### Records for processing
···

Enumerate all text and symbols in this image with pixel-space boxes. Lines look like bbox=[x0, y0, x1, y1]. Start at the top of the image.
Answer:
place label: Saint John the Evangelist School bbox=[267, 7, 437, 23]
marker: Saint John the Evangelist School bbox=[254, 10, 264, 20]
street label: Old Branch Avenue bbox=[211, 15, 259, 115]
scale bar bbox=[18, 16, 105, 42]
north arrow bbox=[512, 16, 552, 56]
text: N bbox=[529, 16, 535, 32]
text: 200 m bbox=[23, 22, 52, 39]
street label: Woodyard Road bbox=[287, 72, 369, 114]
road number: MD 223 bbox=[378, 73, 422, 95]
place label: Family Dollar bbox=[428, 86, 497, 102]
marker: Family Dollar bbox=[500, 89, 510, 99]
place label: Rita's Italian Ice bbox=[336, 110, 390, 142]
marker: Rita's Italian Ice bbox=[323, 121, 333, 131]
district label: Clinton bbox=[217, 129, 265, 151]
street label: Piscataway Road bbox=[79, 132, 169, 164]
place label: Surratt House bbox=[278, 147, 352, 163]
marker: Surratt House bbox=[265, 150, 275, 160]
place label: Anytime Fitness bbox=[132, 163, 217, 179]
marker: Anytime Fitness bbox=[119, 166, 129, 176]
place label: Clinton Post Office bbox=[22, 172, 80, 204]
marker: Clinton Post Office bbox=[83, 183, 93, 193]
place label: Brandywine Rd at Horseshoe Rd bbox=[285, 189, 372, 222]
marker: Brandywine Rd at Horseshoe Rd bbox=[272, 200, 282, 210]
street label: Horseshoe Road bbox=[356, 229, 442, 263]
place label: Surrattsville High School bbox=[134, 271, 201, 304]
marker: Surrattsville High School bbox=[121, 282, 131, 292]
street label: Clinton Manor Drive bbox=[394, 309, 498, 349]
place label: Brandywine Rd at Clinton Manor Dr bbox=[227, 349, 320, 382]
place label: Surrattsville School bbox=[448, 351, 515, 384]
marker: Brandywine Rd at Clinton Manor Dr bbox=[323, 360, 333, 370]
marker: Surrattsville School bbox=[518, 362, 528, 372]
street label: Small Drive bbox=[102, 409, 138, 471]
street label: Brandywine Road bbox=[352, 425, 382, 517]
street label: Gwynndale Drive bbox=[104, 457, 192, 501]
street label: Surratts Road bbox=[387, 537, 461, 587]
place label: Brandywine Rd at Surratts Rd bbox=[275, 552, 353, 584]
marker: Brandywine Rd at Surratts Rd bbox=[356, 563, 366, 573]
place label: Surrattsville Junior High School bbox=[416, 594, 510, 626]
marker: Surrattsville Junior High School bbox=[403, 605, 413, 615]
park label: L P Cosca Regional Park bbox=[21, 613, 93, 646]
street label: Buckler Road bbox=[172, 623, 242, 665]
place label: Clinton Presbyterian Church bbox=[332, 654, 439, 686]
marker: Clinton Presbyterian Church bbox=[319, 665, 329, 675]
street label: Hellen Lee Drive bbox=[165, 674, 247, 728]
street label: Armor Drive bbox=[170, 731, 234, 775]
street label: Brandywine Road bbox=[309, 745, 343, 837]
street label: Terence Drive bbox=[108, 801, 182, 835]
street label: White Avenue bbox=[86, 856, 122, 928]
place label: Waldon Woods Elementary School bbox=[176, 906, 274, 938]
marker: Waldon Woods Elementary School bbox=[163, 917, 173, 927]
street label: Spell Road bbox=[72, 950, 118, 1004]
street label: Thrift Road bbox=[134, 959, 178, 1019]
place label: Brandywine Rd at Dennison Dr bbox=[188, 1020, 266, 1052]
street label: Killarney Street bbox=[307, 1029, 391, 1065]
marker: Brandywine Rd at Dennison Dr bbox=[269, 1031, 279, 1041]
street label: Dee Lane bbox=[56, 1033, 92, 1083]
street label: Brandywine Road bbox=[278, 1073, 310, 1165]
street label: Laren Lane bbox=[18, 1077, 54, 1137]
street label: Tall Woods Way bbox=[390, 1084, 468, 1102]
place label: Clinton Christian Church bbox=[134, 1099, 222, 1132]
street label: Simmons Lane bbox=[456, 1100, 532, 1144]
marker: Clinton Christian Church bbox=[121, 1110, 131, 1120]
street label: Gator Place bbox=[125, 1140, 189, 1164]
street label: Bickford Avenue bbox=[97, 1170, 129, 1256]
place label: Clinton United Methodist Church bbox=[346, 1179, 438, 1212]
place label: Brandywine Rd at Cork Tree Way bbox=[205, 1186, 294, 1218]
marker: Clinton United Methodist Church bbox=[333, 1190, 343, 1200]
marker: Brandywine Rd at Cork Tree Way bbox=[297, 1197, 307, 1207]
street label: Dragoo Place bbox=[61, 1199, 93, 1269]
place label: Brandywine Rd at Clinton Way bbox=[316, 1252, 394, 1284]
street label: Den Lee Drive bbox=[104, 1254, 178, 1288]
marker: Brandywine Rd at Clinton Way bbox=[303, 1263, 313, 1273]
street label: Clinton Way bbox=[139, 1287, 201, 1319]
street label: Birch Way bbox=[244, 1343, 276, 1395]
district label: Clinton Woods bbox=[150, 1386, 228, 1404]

···

### The problem
The job here is to find each line above with the word "Horseshoe" and copy it.

### Output of the task
place label: Brandywine Rd at Horseshoe Rd bbox=[285, 189, 372, 222]
marker: Brandywine Rd at Horseshoe Rd bbox=[272, 200, 282, 210]
street label: Horseshoe Road bbox=[356, 229, 442, 263]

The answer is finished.